Bodega Garzón Paves the Way for Uruguay’s Emerging Wine Industry

How to create a wine region.

Bodega Garzon

When it comes to establishing a wine region on the world stage, many factors come into play. To create wines and experiences that capture the palates and minds of casual drinkers and oenophiles alike, the stars of the region’s financial, historical, demographic, and geographic realities must align. Unlike established Old World regions such as Burgundy, Tuscany, and Rioja, along with New World power players like Napa and Mendoza, outfits in emerging wine regions don’t have the luxury of resting on their laurels and, more often than not, pocketbooks. It is only infrequently that an inspired mind comes along to put an emerging region on the map with a winery that can beat a path for others to follow. In Uruguay—a tiny country where a love of red meat puts land at a premium—that winery is Bodega Garzón, whose impressive wines and superlative visitor experience are setting the trend for neighbouring projects to emulate.

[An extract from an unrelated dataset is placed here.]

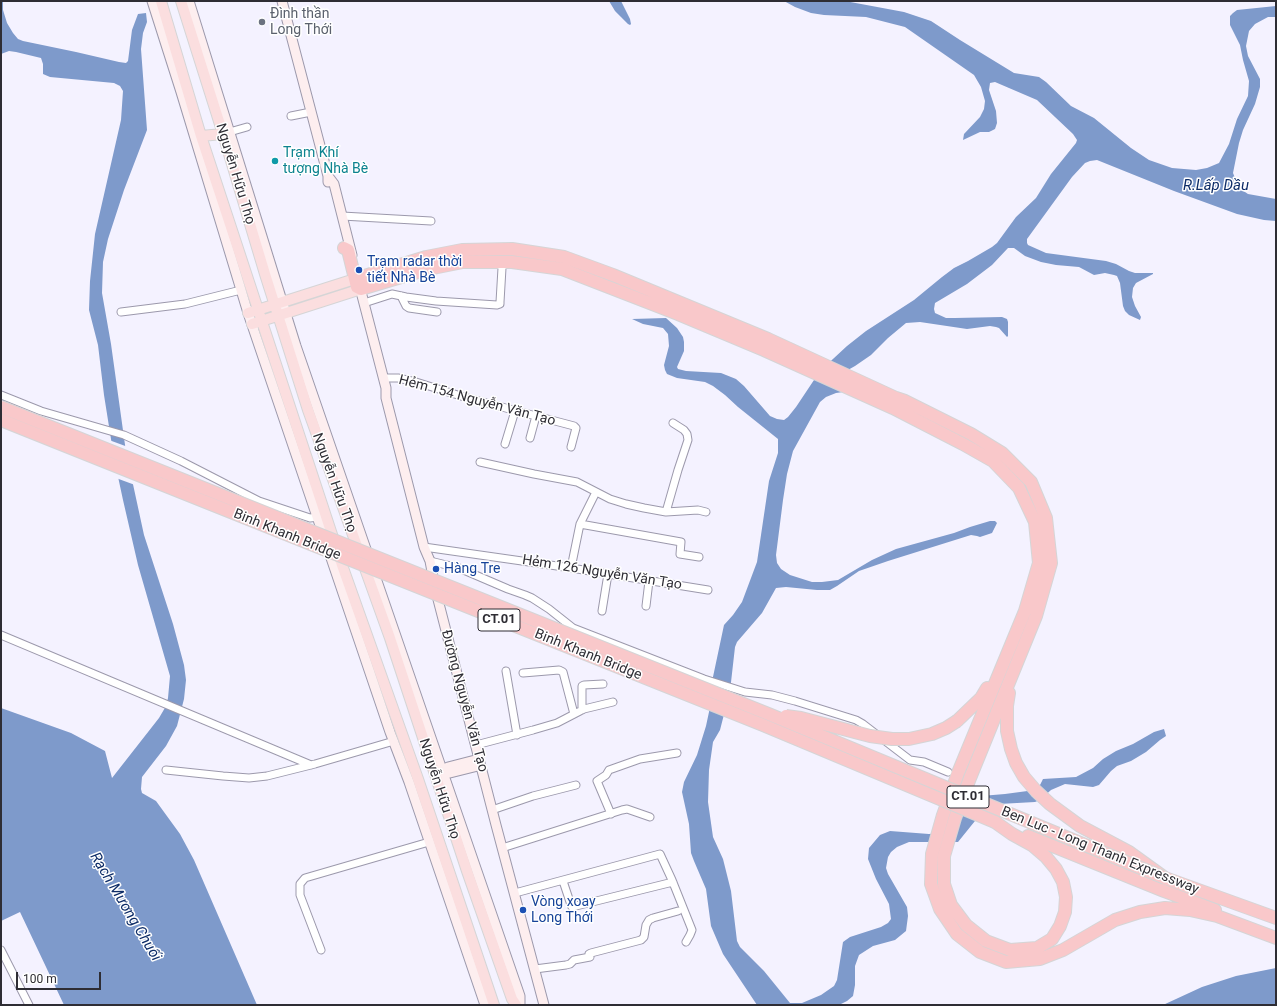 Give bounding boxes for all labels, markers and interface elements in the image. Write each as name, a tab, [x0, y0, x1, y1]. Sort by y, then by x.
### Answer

Alejandro Bulgheroni, the Argentinian oil baron who owns Bodega Garzón as well as numerous other wineries around the world, didn’t know he had struck pay dirt when he first started buying land in Uruguay’s rural Maldonado department in 2000. Originally, he had it earmarked for a high-margin, large-scale agricultural business, including olive farming. Later, buoyed by Uruguay’s turn toward clean energy (according to some accounts, 98 per cent of its electricity comes from renewable sources), he decided to use the property for wind-farming, a lucrative industry in a region buffeted by winds off the nearby Atlantic Ocean. But his wife, Bettina, had something else in mind. She had grown fond of the pristine quiet and picturesque views of the part of the roughly 2,200-hectare estate where the winery now lies and implored her husband to use it for an industry that wouldn’t interrupt it.

 

Bodega Garzon

 

And so in 2007, Bulgheroni called Alberto Antonini, the legendary Italian winemaking consultant who helped establish wineries in places outside of his native Italy, including Canada, Argentina, South Africa, and Australia. When he started studying the soil, he knew there was a good chance that Bulgheroni’s land was better suited to wine than windmills, and so the pair began assembling a star-studded cast of industry leaders to spearhead the new project. Among the first hires when the winery got off the ground in 2009 was Germán Bruzzone, a local talent who has since become a bona fide celebrity on the Uruguayan wine scene. In 2016, when Bodega Garzón’s LEED-certified winery was unveiled to the world, the legendary Argentinian chef Francis Mallmann was brought on as the culinary director of its restaurant.

 

Bodega Garzon

Bodega Garzón

 

For Bruzzone, a third-generation winemaker whose ancestors hail from the Liguria region of Italy, there is “before and after” Bodega Garzón in terms of Uruguay’s winemaking tradition, which began in earnest in the mid-1800s, when Spanish, Italian, and Basque immigrants arrived in the country en masse. Before, the industry was centred around the country’s capital, Montevideo, and consisted primarily of small, family-owned estates whose wines rarely made it out of the country. After, there is full-fledged name recognition of the country in wine bars and liquor stores globally thanks to enterprising winemakers working roughly 150 kilometres east of Montevideo. “Garzón makes the difference because it really started to invest in the east, southeast of Uruguay,” Bruzzone says. “Before Garzón, there were maybe two or three vineyards in the east. But Garzón seriously started to develop the east of Uruguay with a lot of commitment.”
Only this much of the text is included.